*WHAT IS REQUIRED*: Among the lines of the data, copy those that hold "roads".

Items from a data source:
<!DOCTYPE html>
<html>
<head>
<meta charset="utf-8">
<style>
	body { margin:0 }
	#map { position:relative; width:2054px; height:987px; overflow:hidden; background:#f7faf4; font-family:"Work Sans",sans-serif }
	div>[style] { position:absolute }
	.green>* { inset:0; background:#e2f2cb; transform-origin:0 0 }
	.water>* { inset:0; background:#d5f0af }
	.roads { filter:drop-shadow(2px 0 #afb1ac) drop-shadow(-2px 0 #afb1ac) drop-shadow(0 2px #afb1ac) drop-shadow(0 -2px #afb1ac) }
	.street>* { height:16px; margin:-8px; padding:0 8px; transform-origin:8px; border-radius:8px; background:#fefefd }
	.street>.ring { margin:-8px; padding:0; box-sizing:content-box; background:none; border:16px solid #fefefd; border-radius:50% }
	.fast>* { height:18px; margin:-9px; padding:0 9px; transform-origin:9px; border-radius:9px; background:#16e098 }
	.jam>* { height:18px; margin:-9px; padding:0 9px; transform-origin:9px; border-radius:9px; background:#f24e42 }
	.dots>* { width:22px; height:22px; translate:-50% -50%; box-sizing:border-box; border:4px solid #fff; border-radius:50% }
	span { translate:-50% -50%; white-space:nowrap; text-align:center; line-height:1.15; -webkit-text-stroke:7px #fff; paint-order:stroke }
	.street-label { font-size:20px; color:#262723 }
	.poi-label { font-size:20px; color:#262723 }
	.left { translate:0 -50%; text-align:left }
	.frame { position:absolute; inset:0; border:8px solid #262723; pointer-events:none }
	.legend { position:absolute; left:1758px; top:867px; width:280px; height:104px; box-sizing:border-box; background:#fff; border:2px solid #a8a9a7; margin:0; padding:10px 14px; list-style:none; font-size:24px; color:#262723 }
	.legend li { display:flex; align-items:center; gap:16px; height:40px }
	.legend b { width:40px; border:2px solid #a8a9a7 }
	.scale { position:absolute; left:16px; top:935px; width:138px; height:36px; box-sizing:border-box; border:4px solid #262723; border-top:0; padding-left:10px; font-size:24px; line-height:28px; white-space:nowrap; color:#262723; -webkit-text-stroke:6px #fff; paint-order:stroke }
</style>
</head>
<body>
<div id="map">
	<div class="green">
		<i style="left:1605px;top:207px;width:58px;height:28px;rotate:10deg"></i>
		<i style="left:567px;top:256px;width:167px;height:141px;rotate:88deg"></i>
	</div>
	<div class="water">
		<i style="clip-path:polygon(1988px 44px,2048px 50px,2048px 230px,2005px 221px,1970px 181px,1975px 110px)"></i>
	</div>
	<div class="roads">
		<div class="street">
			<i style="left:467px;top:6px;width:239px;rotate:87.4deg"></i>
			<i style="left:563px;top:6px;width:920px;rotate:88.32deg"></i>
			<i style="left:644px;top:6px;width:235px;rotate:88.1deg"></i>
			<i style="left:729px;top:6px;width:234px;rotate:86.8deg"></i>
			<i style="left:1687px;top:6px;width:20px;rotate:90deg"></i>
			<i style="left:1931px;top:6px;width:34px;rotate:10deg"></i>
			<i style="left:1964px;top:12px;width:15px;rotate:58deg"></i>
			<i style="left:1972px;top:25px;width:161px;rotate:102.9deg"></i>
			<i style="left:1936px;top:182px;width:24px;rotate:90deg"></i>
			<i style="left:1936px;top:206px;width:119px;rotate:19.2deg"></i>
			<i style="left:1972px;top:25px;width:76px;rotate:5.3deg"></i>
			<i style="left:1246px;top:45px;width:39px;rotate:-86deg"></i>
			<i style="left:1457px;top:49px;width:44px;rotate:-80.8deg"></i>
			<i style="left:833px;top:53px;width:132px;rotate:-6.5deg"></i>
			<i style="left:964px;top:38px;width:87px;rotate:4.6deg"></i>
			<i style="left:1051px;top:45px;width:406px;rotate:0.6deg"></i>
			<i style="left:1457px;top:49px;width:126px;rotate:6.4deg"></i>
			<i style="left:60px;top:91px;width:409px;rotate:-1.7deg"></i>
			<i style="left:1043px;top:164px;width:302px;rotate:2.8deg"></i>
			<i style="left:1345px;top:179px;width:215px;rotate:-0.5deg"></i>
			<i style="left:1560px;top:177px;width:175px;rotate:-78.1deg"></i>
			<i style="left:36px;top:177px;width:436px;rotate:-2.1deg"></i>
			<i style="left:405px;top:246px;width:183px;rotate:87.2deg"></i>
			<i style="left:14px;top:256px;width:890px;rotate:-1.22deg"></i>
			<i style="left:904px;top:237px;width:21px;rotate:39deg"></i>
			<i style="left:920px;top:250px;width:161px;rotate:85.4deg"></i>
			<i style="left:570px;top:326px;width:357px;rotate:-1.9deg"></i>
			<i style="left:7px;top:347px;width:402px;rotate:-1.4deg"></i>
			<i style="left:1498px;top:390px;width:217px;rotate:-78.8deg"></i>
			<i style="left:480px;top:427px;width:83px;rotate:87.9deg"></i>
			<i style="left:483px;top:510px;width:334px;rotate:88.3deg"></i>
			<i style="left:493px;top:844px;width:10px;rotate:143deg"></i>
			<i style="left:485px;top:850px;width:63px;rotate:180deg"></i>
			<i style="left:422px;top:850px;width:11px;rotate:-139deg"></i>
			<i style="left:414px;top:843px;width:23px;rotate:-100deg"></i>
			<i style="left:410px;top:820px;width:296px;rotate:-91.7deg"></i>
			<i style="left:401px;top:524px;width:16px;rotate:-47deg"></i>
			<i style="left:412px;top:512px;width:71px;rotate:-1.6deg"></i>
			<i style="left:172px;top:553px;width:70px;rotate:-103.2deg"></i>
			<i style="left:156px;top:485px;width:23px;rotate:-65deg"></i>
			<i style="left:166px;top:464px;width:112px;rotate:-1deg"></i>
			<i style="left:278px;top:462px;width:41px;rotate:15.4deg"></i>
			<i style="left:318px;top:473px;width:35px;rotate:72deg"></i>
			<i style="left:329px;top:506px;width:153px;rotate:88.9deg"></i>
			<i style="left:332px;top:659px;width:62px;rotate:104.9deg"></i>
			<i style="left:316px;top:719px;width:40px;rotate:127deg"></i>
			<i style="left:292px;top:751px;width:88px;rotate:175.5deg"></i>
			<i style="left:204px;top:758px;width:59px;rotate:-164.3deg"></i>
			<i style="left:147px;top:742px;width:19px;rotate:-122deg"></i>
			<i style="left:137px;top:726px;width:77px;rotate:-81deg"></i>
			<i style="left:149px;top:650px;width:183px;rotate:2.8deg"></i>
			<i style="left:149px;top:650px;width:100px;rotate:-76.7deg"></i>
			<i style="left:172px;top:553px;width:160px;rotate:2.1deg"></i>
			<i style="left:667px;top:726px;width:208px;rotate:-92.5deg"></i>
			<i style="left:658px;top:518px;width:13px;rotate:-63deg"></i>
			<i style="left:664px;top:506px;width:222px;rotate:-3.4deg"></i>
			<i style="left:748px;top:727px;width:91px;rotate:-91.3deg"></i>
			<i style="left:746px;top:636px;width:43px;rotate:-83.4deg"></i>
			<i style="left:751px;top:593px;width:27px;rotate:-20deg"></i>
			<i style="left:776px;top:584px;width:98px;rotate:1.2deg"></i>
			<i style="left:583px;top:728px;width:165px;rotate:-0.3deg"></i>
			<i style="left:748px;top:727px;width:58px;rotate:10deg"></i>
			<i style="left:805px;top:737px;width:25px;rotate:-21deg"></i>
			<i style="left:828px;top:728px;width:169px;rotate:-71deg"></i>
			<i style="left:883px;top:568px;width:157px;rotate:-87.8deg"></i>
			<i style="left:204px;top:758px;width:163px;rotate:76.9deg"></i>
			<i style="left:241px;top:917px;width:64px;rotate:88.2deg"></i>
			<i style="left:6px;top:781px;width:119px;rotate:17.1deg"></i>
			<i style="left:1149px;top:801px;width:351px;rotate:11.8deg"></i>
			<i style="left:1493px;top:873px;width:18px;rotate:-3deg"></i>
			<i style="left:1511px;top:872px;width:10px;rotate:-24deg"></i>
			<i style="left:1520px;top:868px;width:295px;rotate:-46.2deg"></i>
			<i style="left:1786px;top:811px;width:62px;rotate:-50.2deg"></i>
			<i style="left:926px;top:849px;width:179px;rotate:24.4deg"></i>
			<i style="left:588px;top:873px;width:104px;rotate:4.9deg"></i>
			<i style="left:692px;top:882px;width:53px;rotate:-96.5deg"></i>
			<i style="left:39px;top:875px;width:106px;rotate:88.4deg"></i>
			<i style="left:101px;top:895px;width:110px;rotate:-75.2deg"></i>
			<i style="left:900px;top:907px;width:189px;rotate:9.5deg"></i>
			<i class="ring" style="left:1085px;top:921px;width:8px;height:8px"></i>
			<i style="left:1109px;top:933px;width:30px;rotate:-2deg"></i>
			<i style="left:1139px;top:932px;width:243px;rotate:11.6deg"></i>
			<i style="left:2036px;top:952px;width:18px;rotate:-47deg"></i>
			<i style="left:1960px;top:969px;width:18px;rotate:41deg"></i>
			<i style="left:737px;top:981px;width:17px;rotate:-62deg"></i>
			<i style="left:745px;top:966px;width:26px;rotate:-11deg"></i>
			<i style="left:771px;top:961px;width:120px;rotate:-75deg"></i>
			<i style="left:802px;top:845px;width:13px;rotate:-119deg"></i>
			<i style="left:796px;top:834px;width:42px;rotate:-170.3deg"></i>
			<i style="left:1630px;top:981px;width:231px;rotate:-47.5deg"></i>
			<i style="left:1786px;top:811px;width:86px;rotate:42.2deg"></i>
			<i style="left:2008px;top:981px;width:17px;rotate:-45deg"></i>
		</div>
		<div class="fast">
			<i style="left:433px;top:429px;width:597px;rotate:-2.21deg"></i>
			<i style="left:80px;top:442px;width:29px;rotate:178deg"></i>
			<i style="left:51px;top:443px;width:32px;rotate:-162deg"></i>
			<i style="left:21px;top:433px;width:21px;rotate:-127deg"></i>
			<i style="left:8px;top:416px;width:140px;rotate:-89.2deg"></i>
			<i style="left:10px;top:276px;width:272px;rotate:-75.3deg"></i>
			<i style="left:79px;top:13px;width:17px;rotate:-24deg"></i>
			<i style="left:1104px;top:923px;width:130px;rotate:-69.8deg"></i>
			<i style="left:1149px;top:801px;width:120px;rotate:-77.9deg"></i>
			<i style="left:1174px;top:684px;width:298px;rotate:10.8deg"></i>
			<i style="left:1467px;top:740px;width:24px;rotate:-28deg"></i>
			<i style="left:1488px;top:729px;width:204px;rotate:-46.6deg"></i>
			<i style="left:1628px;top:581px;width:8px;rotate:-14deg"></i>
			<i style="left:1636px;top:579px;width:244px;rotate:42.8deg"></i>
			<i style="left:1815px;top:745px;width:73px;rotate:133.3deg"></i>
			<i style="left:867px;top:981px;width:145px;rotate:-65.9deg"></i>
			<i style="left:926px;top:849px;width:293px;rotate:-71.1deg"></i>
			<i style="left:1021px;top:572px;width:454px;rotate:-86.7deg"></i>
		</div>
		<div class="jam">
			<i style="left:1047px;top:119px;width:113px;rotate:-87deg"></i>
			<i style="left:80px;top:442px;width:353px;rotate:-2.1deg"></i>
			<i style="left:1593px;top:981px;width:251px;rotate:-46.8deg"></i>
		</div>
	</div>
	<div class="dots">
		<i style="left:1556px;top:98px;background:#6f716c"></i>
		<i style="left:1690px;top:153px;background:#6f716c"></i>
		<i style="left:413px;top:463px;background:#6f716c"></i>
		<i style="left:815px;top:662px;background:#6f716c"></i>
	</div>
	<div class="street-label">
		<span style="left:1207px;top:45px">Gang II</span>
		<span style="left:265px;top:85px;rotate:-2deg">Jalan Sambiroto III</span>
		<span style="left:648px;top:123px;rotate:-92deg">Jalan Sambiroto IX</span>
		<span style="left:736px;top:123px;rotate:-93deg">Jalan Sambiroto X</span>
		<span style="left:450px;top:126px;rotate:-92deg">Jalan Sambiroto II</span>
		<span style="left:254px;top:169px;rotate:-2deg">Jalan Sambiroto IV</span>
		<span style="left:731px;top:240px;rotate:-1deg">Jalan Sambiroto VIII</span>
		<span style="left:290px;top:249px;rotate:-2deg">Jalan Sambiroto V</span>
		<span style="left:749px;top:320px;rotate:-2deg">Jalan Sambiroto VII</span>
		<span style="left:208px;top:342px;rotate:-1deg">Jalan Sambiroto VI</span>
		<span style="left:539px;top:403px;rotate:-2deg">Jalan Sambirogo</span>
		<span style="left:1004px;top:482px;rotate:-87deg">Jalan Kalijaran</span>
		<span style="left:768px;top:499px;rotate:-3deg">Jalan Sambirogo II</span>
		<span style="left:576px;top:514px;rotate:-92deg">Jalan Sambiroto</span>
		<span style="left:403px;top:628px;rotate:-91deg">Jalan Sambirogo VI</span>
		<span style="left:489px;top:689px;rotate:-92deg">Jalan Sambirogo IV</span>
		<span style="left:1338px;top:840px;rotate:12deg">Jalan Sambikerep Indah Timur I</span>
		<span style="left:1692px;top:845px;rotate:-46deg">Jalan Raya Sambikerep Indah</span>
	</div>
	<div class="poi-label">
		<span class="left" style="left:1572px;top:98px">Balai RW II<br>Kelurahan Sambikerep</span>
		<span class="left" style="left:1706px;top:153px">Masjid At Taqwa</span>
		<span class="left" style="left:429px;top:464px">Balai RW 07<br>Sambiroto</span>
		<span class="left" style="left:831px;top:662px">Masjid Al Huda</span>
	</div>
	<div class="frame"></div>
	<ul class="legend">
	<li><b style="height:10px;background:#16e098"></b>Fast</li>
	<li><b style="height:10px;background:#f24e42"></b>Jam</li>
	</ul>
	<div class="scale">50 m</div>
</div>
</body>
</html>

*EXPECTED ANSWER*:
	.roads { filter:drop-shadow(2px 0 #afb1ac) drop-shadow(-2px 0 #afb1ac) drop-shadow(0 2px #afb1ac) drop-shadow(0 -2px #afb1ac) }
	<div class="roads">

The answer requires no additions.